■ REQUIRED WORK:
For the word "Drive", return each line of the data in which it occurs.

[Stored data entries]
----
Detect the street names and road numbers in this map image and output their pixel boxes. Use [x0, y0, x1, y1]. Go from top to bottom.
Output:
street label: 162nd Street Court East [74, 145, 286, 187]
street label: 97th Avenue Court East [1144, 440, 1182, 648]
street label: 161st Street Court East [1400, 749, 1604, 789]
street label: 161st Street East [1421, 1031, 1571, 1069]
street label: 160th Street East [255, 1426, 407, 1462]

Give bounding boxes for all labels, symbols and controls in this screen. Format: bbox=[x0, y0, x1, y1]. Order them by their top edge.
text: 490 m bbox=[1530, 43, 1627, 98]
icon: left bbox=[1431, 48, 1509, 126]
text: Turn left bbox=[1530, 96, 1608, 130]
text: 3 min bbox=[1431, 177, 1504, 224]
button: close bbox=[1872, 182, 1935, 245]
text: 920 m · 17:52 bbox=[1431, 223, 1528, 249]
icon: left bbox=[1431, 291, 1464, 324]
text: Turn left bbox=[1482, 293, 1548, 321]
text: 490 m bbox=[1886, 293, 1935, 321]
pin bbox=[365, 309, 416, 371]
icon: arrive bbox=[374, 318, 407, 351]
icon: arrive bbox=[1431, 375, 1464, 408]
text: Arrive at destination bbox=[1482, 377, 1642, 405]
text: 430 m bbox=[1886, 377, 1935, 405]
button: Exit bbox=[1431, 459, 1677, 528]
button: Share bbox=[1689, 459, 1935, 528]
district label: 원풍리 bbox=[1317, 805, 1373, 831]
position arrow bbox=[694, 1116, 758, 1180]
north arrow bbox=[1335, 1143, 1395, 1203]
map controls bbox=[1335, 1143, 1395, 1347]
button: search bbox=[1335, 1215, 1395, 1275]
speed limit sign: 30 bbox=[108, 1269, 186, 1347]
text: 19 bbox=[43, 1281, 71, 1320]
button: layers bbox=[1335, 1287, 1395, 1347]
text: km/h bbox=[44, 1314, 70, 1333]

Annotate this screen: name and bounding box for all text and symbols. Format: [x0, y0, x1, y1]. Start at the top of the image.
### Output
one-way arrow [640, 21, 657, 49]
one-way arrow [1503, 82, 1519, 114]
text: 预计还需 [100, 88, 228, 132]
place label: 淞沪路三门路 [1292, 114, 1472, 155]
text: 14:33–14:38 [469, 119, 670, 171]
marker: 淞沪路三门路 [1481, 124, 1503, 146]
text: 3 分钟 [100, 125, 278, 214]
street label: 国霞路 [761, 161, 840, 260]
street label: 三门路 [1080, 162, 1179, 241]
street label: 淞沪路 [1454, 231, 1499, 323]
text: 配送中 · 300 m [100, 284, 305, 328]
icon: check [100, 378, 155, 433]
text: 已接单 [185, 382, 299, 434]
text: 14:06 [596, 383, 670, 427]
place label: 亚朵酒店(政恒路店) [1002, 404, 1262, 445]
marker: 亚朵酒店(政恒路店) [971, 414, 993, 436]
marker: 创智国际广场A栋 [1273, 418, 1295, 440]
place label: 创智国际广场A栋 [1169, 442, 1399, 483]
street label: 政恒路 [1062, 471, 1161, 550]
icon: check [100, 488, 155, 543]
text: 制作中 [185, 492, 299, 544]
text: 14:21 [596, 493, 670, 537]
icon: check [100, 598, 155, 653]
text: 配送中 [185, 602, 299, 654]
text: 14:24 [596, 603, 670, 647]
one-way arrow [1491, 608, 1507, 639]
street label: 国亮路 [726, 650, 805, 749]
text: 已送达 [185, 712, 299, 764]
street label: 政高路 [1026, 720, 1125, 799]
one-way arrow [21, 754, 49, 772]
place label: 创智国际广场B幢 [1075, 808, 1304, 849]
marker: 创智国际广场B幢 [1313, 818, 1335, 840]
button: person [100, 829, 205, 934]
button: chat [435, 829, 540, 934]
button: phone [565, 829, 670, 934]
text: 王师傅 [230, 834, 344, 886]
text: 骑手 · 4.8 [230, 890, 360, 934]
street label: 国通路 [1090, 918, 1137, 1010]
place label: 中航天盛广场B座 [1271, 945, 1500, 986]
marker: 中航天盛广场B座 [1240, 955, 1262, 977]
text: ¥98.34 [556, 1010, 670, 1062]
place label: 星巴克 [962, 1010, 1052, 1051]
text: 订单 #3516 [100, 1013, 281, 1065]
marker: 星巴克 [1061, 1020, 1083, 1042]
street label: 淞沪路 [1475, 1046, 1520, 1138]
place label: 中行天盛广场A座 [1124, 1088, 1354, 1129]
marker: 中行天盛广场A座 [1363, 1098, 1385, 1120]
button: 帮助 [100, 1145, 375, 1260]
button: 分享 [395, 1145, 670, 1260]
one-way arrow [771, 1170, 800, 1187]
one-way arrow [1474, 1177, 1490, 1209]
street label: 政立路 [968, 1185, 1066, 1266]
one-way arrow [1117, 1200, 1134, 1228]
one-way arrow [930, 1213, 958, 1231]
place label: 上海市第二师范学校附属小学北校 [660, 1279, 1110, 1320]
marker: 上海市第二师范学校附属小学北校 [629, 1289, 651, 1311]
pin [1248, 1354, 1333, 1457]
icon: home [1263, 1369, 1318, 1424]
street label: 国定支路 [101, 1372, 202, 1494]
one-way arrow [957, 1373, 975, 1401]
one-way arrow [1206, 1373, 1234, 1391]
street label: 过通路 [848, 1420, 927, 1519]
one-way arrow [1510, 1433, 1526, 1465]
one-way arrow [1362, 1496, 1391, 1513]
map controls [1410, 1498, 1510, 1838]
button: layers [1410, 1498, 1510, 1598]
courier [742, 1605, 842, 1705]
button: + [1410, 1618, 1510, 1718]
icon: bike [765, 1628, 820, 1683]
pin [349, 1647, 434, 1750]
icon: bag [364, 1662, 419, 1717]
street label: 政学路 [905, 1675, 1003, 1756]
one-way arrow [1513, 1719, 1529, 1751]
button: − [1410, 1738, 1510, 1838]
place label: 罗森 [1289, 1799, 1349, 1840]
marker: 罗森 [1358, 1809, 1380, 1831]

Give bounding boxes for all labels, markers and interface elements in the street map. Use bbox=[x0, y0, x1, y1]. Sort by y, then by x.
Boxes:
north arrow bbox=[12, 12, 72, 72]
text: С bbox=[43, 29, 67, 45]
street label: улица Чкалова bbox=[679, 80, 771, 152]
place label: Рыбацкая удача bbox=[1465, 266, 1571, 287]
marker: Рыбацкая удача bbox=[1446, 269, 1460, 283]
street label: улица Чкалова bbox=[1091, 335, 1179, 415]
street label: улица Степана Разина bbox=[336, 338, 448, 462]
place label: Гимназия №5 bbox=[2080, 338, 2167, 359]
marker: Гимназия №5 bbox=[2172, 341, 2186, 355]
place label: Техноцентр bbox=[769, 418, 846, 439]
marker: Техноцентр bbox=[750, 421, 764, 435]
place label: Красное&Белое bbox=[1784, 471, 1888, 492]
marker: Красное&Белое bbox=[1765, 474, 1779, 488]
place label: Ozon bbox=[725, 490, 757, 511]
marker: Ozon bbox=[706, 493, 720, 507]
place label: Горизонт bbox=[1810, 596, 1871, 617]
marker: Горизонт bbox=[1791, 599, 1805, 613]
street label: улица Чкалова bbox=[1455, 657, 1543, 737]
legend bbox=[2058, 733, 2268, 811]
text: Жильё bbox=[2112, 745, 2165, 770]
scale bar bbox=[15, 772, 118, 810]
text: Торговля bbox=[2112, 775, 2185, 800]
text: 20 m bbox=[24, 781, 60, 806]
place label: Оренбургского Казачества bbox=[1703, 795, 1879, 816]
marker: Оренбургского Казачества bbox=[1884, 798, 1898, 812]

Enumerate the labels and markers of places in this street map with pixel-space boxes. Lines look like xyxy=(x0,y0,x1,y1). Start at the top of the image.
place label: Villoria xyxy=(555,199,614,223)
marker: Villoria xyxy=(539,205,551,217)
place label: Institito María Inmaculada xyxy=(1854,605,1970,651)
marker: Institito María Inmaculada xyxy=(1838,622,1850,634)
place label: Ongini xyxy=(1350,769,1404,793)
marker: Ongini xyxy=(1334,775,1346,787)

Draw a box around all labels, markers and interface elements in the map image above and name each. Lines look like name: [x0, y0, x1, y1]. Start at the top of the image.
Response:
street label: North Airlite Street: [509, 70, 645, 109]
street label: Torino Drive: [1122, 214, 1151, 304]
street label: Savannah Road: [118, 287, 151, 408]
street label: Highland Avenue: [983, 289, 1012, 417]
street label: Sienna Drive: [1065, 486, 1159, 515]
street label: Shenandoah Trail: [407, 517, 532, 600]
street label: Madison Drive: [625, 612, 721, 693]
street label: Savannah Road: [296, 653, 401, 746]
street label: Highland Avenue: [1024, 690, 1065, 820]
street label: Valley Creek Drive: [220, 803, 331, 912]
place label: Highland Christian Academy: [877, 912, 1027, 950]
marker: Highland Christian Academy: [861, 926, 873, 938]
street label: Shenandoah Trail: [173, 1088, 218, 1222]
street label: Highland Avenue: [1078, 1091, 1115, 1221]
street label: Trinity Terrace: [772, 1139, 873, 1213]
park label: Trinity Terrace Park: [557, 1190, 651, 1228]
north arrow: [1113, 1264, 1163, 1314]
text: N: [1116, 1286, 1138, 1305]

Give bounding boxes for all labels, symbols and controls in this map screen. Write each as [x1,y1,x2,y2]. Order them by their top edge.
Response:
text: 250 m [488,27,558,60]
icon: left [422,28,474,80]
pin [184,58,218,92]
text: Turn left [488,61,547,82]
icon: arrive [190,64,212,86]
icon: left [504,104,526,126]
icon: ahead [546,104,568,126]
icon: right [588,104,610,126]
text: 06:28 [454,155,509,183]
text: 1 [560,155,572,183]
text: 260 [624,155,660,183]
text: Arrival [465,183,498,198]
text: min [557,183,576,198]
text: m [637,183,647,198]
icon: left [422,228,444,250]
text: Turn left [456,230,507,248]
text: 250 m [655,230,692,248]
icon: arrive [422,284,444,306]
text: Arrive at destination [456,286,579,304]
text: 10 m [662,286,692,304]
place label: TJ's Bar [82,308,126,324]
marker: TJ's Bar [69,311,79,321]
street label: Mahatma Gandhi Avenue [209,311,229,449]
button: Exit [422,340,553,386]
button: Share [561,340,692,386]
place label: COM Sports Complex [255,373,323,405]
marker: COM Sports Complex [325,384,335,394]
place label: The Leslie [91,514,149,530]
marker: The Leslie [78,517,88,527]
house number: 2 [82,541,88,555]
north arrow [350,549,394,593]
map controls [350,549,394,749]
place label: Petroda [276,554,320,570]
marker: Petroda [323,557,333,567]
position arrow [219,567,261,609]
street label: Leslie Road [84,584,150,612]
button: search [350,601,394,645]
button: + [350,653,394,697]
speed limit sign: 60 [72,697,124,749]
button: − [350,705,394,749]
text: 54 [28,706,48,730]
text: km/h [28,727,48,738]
----
■ RESULT:
street label: Torino Drive: [1122, 214, 1151, 304]
street label: Sienna Drive: [1065, 486, 1159, 515]
street label: Madison Drive: [625, 612, 721, 693]
street label: Valley Creek Drive: [220, 803, 331, 912]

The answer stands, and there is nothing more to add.